Maple Ridge’s agreement to back away from its court action to clear the Anita Place Tent City is a “slap in the face” to taxpayers and residents, says Ahmed Yousef, who recently led a delegation to council on the topic.
Council is playing into the hands of a “small minority of have hijacked our community,” he said on Facebook.
” … our community has done enough and will not be turned into a pipeline for housing the addicted and homeless on behalf of the entire province,” he writes.
Instead, the provincial government should re-open Riverview Hospital to treat the mentally ill and the addicted, he added.
Yousef wants residents to write council and local MLAs on the issue and calls on people “to take to the streets, if necessary, to demonstrate and protest against this travesty.
“This is our last chance to save our beloved Maple Ridge from the occupiers and outsider protesters who have caused divisions and damage to our community.”
He argues that any housing project or shelter should have a curfew, stay limits, rules on conduct in the shelter, restorative justice and should only have a number of beds based on Maple Ridge’s population.

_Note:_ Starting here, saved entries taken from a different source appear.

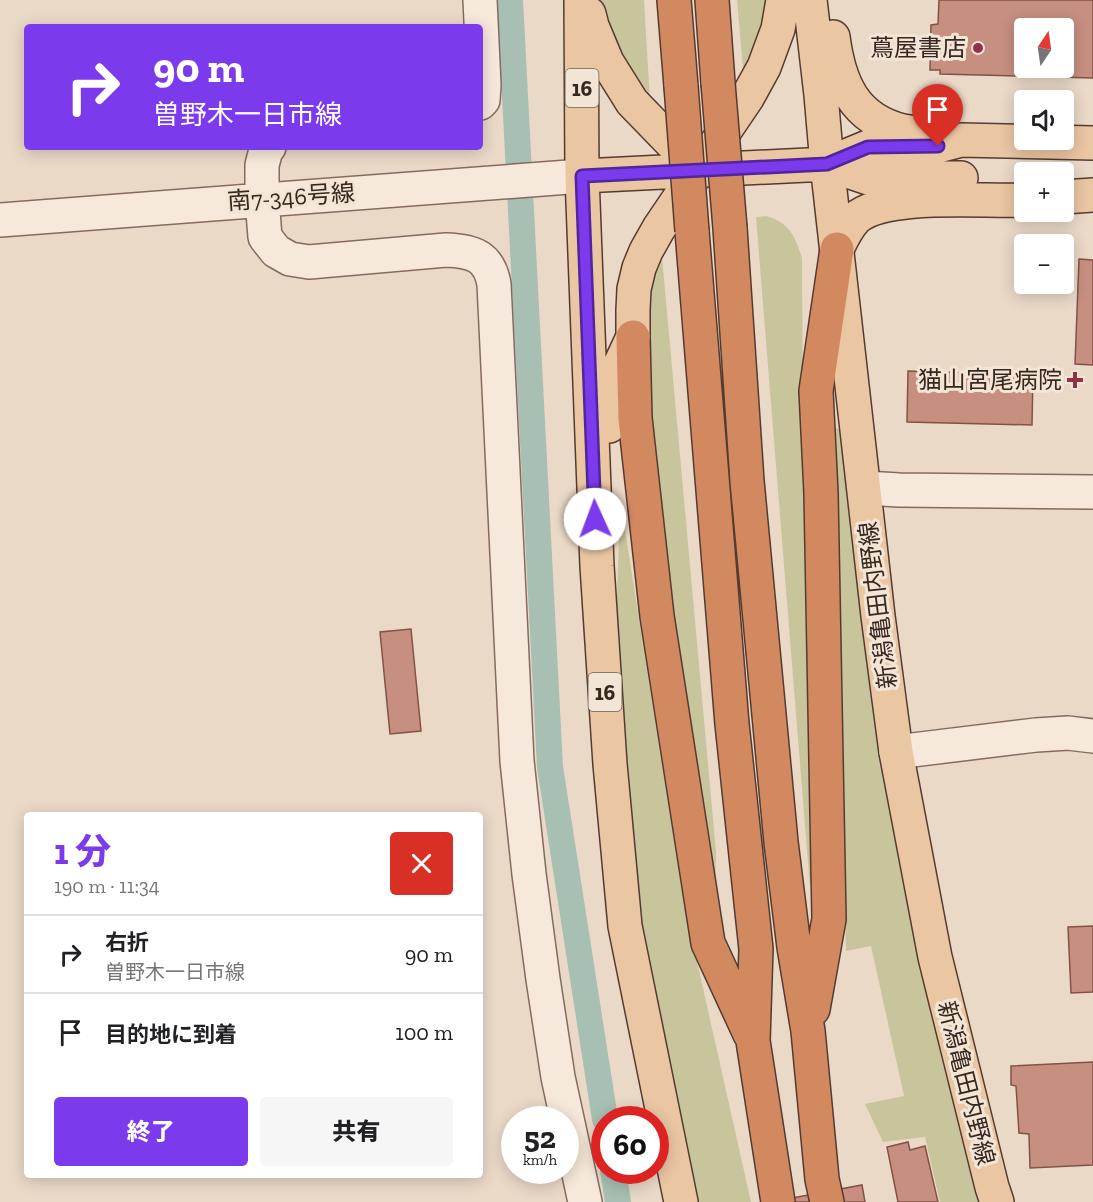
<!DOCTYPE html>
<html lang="ja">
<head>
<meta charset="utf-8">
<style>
	body { margin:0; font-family:"Zilla Slab","Noto Sans JP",serif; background:#f6f6f6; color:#202124; height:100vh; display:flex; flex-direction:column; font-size:22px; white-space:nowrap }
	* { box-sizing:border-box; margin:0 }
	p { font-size:20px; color:#757577 }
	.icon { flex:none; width:33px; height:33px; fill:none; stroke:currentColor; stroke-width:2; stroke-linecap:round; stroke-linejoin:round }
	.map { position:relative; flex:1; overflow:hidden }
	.sheet { position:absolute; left:24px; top:812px; width:459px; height:366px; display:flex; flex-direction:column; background:#fff; border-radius:6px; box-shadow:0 3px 15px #0003 }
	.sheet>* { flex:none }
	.banner { position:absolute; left:24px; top:24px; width:459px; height:126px; border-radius:6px; box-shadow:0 3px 15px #0003; background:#7c3aed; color:#fff; overflow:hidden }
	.needle { width:39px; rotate:13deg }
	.buttons { position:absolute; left:1014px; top:18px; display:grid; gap:12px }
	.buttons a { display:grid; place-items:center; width:60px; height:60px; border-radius:6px; background:#fff; box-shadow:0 3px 15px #0003; font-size:30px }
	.speed { position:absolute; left:501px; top:1106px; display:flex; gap:12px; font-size:30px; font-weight:700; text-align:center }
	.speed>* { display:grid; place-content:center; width:78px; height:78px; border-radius:50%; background:#fff; box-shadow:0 3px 15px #0003; line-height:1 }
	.speed small { font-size:15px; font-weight:400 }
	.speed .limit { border:9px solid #d22; background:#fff; color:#111 }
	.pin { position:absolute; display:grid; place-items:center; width:51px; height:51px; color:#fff; margin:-62px -26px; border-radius:50% 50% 50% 0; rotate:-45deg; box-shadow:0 0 6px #0007 }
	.pin .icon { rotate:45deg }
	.me { position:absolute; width:66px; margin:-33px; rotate:358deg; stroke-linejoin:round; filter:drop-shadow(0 0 4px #0008) }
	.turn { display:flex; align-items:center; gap:21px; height:126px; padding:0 30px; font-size:27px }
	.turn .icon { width:78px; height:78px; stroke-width:2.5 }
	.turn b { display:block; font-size:42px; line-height:51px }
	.round { display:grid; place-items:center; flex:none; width:63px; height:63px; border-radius:6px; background:#f6f6f6 }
	.overview { display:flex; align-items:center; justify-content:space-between; height:102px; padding:0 30px }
	h1 { font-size:36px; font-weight:800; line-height:45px; color:#7c3aed }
	.primary-button { display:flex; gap:12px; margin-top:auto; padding:12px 30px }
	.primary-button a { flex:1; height:69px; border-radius:6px; background:#7c3aed; color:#fff; font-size:24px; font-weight:800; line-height:69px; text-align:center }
	.primary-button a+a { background:#f6f6f6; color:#202124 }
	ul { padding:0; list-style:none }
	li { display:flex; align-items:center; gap:18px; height:78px; padding:0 30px; border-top:2px solid #e0e0e0 }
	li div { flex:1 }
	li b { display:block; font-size:22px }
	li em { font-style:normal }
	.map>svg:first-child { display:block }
	.green { fill:#c8c59c }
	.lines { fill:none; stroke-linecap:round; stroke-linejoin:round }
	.canal { stroke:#a8bfb4; stroke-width:26 }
	.building { fill:#c68f80; stroke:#835246; stroke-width:1.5; fill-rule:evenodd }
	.minor-casing { stroke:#856b5e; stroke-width:36 }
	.major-casing { stroke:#543b32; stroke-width:36 }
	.highway-casing { stroke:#543b32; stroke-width:36 }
	.minor { stroke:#f6e8da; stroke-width:33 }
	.major { stroke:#ebc6a3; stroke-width:33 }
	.highway { stroke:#d38960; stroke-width:33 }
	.highway-bridge-casing { stroke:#543b32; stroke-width:36; stroke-linecap:butt }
	.highway-bridge { stroke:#d38960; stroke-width:33 }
	.route-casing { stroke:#51269a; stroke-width:15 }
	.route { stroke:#7c3aed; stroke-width:10 }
	.poi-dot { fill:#903346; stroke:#f3e5d6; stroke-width:2 }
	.labels { text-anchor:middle; stroke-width:6; stroke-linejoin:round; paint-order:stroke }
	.shield { fill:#f3e5d6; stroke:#6f6057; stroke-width:1.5 }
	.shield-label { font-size:22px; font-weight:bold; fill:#372720 }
	.poi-label { font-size:24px; fill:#372720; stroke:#f3e5d6; text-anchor:end }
	.street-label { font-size:24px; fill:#372720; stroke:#f3e5d6 }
</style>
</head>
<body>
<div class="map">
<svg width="1093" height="1202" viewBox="0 0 1093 1202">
	<rect width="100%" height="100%" fill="#ebd9c7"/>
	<path class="green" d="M 599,0 L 644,0 L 650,101 L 631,78 L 599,10 Z
		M 737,0 L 773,0 L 744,81 Z
		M 766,216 C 790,223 795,236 802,258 L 803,424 L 814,876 L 810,888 L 756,217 Z
		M 660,235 L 716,852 L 715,903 L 679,690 L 640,327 Z
		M 832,428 L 841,429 L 870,677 L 895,835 L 914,934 L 944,1068 L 981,1202 L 940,1202 L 925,1137 L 883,1142 L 865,1104 L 904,1096 L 871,946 L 846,951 L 843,761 Z
		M 620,508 L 626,536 L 683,899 L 751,1202 L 695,1202 L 650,1020 L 627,847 L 616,625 Z"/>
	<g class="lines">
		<path class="canal" d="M 510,0 L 550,767 L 605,1119
			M 613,1170 L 618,1202"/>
	</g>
	<path class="building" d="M 939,0 L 1093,0 L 1093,78 L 940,74 L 940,70 L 930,70 L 931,25 L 938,24 ZM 1024,28 L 1064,28 L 1064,68 L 1024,68 Z
		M 1079,259 L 1093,260 L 1093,365 L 1075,364 Z
		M 908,371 L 1033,375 L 1032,425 L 907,422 Z
		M 411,629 L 421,731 L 390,734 L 380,632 Z
		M 1093,926 L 1093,992 L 1071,993 L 1068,927 Z
		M 1093,1062 L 1093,1165 L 1030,1168 L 1029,1134 L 1019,1133 L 1016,1086 L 1011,1085 L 1011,1066 Z
		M 908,1142 L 910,1150 L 925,1146 L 938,1202 L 898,1202 L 887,1147 Z
		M 862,1185 L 865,1202 L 771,1202 Z"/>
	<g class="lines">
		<defs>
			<path id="minor" d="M 480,0 L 484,85 L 483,100 L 480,103
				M 269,147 L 266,150 L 262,165 L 262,199 L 265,237 L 276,251 L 290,259 L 309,262 L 446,250 C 473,251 489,256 494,284 L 517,761 L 529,874 L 543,979 L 558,1077 L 585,1202
				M 0,220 L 582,176
				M 865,488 L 899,490 L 1093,492
				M 896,752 L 1036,735 L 1068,733 L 1093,736"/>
			<path id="major" d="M 581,0 L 582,176 L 597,566 L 610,764 L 625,926 L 681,1202
				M 810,0 L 821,95 L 827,164 L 878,616 L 896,752 L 935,957 L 992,1187 L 997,1202
				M 589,14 L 592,26 L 607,62 L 632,102 L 698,170
				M 833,37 C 839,83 854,119 903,131 C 910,132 918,133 926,134
				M 827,164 L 868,178 L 961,178
				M 582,176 L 827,164 L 868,147 L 938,146 L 961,140 L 1093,143
				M 1064,197 L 1093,195
				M 837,249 C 842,238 847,227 856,218 C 886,192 984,202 1024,200
				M 609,426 L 609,400 L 611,384 L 633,337 L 633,310 L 634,289 L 639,268 L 646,251 L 659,228 L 747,98 L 764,67 L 778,29 L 783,0"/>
			<path id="highway" d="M 674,0 L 681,86
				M 712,0 L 718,83
				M 730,228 L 747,481 L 781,842 L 794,947 L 808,1031 L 822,1179 L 827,1202
				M 692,231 L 732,724 L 756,949 L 753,1041 L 778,1202
				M 633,337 L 635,418 L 657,616 L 708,943 L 750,1034
				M 813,1009 L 829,919 L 821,493 L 816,391 L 837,249"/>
		</defs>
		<use href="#minor" class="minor-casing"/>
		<use href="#major" class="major-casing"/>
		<use href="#highway" class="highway-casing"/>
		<use href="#minor" class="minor"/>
		<use href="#major" class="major"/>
		<use href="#highway" class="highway"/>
		<defs>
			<path id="highway-bridge" d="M 718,83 L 730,228
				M 681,86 L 692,231"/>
		</defs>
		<use href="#highway-bridge" class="highway-bridge-casing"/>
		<use href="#highway-bridge" class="highway-bridge"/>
	</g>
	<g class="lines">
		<defs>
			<path id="route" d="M 595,519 L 582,176 L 827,164 L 868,147 L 938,146"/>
		</defs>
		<use href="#route" class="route-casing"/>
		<use href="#route" class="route"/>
	</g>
	<g class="poi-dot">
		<circle cx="978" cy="48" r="6"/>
		<path d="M1072 371h6v6h6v6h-6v6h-6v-6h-6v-6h6z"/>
	</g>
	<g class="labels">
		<g class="shield">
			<rect x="565.5" y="69" width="33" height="38" rx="4.5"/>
			<rect x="588.5" y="673" width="33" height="38" rx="4.5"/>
		</g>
		<g class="shield-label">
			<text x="582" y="96">16</text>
			<text x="605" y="700">16</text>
		</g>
		<g class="poi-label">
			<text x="966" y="56">蔦屋書店</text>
			<text x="1062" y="388">猫山宮尾病院</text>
		</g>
		<g class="street-label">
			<text transform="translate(291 197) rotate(-4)" y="8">南7-346号線</text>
			<text transform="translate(878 605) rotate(-97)" y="8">新潟亀田内野線</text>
			<text transform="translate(966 1083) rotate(76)" y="8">新潟亀田内野線</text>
		</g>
	</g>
</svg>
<div class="buttons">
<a><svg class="needle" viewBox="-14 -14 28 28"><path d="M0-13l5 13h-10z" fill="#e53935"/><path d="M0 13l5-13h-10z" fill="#757577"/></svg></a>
<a><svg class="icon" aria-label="sound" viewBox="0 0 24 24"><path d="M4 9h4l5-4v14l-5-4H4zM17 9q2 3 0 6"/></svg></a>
<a>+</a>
<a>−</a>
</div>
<div class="speed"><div>52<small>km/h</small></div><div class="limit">60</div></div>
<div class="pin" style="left:938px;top:146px;background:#d93025"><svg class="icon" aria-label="arrive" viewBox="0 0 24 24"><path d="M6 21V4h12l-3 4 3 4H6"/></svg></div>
<svg class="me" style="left:595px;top:519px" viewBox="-20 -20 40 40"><circle r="19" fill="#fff"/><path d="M0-13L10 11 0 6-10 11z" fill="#7c3aed"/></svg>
<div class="banner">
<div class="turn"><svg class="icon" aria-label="right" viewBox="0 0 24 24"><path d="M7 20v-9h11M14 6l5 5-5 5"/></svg><div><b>90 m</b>曽野木一日市線</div></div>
</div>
<section class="sheet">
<div class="overview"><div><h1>1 分</h1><p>190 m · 11:34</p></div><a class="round" style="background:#d93025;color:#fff"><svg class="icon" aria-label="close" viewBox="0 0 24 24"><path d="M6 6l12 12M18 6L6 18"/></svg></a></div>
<ul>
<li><svg class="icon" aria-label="right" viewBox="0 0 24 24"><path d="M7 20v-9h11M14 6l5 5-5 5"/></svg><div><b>右折</b><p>曽野木一日市線</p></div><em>90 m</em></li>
<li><svg class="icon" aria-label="arrive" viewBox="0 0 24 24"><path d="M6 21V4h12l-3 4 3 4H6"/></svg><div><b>目的地に到着</b></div><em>100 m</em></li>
</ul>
<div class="primary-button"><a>終了</a><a>共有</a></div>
</section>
</div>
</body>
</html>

“We are happy to do our part, but we are not the repository for the homeless coming from all of western Canada,” he said.

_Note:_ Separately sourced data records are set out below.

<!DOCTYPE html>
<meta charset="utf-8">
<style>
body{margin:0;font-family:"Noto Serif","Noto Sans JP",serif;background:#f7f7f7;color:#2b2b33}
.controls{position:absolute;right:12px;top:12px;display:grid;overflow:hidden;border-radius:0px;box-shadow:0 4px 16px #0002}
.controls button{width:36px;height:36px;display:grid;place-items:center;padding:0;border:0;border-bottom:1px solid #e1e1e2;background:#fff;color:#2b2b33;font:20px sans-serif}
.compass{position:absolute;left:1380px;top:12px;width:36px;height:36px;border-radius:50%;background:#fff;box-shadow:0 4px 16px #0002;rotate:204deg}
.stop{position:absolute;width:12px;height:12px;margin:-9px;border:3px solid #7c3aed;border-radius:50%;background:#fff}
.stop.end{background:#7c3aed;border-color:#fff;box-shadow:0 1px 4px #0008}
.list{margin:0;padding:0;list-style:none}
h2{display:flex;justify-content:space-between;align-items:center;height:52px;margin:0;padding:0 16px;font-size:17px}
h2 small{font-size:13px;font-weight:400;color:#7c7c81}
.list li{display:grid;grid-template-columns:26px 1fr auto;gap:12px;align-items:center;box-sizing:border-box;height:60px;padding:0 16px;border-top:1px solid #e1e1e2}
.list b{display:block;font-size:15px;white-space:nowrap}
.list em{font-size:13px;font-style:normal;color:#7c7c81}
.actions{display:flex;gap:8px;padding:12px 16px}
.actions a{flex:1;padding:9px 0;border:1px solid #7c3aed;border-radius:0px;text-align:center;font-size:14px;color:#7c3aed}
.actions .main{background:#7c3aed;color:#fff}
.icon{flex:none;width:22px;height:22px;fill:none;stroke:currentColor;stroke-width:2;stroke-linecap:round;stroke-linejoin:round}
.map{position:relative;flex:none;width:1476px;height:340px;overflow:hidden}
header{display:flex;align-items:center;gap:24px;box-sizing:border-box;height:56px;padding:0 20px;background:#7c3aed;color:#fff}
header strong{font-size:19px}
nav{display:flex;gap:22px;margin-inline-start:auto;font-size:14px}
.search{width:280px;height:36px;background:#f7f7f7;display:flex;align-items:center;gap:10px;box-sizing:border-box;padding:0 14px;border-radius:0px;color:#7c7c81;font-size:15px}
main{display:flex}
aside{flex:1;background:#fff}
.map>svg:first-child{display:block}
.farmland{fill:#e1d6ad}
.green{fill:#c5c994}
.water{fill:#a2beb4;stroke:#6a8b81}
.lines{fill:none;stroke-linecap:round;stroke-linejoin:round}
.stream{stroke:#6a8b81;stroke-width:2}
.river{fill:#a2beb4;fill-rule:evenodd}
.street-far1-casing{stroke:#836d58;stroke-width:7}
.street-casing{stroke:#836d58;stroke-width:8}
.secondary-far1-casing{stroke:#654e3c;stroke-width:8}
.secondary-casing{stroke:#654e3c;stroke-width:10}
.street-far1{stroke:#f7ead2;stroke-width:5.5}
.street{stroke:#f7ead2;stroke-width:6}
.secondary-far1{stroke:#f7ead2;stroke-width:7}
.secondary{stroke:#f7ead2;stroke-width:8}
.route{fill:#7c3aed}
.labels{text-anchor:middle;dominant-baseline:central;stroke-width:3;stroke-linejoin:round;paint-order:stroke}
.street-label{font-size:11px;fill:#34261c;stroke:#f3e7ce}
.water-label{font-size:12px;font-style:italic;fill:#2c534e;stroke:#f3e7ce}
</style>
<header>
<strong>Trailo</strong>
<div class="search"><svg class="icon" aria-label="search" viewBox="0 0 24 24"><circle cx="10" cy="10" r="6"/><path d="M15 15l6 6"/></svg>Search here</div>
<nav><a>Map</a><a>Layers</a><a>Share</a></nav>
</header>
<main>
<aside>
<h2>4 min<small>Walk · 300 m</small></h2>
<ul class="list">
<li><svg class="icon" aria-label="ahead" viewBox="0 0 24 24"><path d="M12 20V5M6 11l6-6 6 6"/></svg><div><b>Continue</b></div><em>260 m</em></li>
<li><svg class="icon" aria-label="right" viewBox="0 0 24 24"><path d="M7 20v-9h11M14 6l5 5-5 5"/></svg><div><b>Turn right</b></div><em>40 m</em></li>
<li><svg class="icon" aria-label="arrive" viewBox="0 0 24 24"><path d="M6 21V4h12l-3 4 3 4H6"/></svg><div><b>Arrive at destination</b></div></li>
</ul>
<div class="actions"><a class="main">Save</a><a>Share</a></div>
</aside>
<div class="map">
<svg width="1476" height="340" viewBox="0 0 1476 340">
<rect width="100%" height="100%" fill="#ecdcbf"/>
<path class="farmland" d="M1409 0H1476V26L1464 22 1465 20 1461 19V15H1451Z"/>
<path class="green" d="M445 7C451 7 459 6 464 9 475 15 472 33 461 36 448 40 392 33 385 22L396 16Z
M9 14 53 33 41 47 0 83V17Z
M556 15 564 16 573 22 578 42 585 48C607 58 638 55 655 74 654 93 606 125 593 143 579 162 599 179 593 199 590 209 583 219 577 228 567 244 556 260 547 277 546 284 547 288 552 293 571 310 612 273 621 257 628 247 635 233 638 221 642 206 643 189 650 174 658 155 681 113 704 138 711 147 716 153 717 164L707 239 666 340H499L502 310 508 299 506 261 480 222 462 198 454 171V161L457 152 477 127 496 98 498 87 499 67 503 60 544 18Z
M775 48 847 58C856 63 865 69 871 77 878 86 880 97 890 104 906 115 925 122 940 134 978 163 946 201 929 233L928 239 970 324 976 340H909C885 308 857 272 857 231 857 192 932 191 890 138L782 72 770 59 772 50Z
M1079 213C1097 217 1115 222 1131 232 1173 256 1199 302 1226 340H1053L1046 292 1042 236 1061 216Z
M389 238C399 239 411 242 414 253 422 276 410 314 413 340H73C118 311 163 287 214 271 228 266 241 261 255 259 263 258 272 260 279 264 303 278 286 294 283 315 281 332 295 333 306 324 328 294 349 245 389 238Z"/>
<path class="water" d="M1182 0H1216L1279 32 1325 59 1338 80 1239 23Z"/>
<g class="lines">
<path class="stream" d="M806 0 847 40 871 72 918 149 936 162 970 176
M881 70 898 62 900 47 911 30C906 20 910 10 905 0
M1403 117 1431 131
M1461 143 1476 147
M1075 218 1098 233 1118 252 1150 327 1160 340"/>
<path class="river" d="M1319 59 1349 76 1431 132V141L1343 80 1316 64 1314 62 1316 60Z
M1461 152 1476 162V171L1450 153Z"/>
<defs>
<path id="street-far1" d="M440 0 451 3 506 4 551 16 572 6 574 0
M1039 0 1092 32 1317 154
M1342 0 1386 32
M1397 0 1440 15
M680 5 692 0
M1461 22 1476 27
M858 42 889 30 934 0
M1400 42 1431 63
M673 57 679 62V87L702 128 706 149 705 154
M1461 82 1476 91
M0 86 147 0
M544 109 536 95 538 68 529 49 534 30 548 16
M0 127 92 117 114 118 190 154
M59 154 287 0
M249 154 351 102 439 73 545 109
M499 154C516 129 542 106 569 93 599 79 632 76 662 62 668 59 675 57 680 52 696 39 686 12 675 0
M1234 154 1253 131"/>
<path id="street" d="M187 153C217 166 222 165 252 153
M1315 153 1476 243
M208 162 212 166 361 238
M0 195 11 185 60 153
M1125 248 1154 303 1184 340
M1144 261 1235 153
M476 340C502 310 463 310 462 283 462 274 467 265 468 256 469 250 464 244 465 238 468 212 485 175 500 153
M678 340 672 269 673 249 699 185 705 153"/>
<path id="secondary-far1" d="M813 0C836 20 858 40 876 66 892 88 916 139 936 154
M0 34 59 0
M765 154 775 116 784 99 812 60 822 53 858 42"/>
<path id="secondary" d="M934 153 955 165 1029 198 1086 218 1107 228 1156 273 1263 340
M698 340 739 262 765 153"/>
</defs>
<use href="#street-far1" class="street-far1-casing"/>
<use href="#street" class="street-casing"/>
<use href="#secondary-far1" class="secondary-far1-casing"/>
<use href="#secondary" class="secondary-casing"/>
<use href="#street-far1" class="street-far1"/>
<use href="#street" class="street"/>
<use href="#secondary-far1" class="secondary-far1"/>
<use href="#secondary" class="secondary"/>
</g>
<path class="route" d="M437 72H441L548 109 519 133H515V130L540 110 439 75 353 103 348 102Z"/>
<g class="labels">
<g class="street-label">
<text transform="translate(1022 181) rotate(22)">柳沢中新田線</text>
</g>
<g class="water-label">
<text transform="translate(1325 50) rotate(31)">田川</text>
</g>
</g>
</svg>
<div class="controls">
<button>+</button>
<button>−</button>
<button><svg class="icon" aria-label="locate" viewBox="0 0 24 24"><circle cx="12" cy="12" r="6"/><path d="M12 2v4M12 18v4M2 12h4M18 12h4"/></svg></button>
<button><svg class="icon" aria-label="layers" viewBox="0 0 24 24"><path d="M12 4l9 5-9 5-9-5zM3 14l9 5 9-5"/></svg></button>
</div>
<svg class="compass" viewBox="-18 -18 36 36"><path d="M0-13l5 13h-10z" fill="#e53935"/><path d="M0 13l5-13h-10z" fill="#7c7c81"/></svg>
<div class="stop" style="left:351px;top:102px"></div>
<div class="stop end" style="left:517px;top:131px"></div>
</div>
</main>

Council made an agreement earlier this week with lawyers for the tent city to suspend an injunction to clear the camp. In return, B.C. Housing will ensure camp residents have fireproof materials, other fire safety issues will be addressed, and provide washrooms.
B.C. Housing has also started to look for a location to put about 50 units of modular, or temporary housing,in Maple Ridge and is planning a community meeting on the topic.
NDP supporter Will Hartman countered Yousef’s claims, saying that he has no facts to substantiate that Maple Ridge has become destination for homeless drug addicts.
“You claim to speak for the majority of Maple Ridge residents. Again, where is the evidence of that? Because you certainly do not speak for me and a lot of others that I know in this community,” Hartman said.
He agreed with Yousef on the need for restorative justice.
“But in order for there to be a true reconciliation, there also has to be an admission of wrongdoing on the part of those who have created an atmosphere of hate and fear in this community.”
Hartman also cited Yousef’s call for a non-partisan committee to ensure that any housing meets guidelines and minimizes the impact on the community.
“We already have mechanisms in place for that. They’re called B.C. Housing, the RCMP, and the provincial and local governments,” Hartman said.